Spotlight on NCOF: The Impact of Sarbanes-Oxley on Fulfillment

Welcome to our continuing series spotlighting speakers at the upcoming National Conference on Operations & Fulfillment (NCOF), which Multichannel Merchant cosponsors with the Direct Marketing Association. This year’s NCOF will be held in Schaumburg, IL, from April 29 to May 2; for details visit www.NCOF.com. This month John Hill, principal of Toledo, OH-based supply chain process improvement firm ESYNC, talks about the impact of Sarbanes-Oxley on fulfillment.

Most people think the Sarbanes-Oxley (SOX) Act of 2002 pertains to the accuracy of a publicly traded company’s financials.

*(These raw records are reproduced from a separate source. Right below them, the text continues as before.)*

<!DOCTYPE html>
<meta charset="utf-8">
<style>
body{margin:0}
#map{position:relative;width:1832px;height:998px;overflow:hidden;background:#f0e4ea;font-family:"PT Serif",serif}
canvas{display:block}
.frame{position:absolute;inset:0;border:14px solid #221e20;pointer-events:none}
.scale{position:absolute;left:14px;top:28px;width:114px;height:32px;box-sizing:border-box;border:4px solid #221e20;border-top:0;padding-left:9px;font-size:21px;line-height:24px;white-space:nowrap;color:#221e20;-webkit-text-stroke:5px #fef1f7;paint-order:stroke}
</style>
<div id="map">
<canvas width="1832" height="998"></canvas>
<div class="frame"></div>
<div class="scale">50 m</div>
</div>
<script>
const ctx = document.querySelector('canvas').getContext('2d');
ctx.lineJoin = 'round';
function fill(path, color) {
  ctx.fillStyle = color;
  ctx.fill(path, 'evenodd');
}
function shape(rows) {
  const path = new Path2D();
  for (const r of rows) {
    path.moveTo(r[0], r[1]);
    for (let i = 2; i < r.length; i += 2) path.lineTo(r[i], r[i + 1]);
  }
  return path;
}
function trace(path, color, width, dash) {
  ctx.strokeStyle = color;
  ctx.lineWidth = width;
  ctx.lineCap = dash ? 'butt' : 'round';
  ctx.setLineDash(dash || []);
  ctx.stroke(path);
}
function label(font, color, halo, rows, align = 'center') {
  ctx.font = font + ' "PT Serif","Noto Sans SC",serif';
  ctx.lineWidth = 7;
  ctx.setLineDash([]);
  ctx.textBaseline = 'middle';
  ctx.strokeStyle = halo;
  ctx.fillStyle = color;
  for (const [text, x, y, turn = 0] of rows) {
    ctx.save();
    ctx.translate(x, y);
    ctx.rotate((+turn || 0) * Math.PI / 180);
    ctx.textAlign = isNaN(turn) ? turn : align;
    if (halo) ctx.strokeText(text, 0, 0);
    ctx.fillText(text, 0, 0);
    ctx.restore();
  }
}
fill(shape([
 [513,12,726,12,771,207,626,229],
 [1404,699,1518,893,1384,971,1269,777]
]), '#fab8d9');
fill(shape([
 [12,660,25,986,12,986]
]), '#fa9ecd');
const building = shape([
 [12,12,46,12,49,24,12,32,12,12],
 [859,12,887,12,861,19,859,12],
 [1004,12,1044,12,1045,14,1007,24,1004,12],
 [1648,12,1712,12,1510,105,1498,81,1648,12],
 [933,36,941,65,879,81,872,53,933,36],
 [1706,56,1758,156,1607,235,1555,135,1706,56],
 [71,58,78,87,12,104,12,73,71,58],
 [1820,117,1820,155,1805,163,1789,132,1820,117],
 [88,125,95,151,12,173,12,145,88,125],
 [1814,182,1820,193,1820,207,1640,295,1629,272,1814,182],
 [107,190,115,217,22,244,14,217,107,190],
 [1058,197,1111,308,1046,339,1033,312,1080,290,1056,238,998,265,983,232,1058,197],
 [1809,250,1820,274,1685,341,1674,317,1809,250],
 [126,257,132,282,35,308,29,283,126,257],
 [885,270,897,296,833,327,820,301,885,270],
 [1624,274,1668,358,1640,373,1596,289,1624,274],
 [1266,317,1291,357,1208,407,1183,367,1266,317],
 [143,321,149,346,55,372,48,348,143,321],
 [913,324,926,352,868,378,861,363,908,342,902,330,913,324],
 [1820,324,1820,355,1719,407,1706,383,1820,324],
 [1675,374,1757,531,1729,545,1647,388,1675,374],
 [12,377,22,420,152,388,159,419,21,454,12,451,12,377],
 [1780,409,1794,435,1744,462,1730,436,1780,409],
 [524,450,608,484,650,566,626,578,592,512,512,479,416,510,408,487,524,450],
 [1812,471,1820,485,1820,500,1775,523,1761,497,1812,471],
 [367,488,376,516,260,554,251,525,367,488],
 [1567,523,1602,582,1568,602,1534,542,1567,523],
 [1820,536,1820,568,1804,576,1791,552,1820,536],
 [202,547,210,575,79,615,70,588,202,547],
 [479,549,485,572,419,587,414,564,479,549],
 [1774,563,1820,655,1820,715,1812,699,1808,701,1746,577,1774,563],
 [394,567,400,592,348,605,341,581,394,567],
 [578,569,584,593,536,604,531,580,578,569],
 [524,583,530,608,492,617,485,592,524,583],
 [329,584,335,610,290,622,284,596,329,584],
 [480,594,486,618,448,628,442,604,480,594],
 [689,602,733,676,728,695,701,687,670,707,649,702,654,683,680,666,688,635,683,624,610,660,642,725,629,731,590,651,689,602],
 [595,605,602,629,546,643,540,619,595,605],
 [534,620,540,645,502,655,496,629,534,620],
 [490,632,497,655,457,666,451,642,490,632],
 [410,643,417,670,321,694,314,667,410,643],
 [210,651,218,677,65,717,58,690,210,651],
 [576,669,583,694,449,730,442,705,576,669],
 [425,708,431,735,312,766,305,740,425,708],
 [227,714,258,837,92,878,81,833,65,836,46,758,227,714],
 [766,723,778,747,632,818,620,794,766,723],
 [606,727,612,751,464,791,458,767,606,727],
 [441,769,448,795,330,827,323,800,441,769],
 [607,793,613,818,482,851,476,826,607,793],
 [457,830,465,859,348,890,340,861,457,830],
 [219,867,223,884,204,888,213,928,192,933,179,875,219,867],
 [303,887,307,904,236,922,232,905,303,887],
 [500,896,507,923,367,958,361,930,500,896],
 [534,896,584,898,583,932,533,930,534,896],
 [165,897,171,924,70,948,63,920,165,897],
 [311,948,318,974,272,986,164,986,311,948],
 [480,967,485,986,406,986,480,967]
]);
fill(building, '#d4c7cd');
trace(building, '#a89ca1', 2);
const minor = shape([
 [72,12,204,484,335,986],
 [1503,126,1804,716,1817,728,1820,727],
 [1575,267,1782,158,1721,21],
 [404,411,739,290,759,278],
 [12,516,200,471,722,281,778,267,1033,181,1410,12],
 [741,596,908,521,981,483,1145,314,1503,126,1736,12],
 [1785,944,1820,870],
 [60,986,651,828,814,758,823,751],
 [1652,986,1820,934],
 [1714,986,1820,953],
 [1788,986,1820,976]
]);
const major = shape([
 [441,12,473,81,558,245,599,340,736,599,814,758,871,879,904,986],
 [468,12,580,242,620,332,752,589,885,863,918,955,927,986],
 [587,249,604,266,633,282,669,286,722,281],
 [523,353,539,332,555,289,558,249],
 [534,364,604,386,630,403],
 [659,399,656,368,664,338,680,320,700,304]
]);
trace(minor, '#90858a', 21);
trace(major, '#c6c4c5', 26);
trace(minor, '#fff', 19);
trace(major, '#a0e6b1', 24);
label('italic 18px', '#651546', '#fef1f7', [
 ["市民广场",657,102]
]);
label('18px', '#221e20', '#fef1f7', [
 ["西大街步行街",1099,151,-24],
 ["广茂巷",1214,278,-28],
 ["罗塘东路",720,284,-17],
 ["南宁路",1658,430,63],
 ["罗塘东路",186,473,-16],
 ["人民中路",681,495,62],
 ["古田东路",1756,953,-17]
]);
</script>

And though that’s true, it’s only part of the story.

SOX requires that public companies establish and maintain adequate internal controls and procedures for financial reporting and that management report annually on the effectiveness of those controls. And this directly affects your supply chain.

For starters, is there a process for managing the supply chain, from suppliers to customers? Or is the “process” really nothing more than a series of transactions?

Information technology is important with SOX. Visibility across the supply chain is needed. And visibility is more than simply knowing what is stocked at warehouses. From purchase orders at suppliers through to delivery orders for customers, companies need to see what is happening to their operations, their inventories, and their other assets and to the financial results.

And don’t expect you’ll satisfy SOX requirements merely by purchasing software package. Technology is a tool, not an answer. Tracking data from inefficient processes could be an exercise in garbage in, garbage out.

Identifying and mitigating serious disruptions in the supply chain is also important. Potential performance failures should be identified. For example, the shutdown of the West Coast ports in 2002 disrupted inventory flow. Needed product was sitting on vessels or backed up at overseas suppliers. The result was lost sales at Christmas and the need to reduce prices to sell the late-arriving products.

And if you work for a privately held company and think SOX doesn’t apply to you, consider this: Your publicly traded competitors are nearly five years into making supply chain improvements and gaining a competitive advantage. Why aren’t you?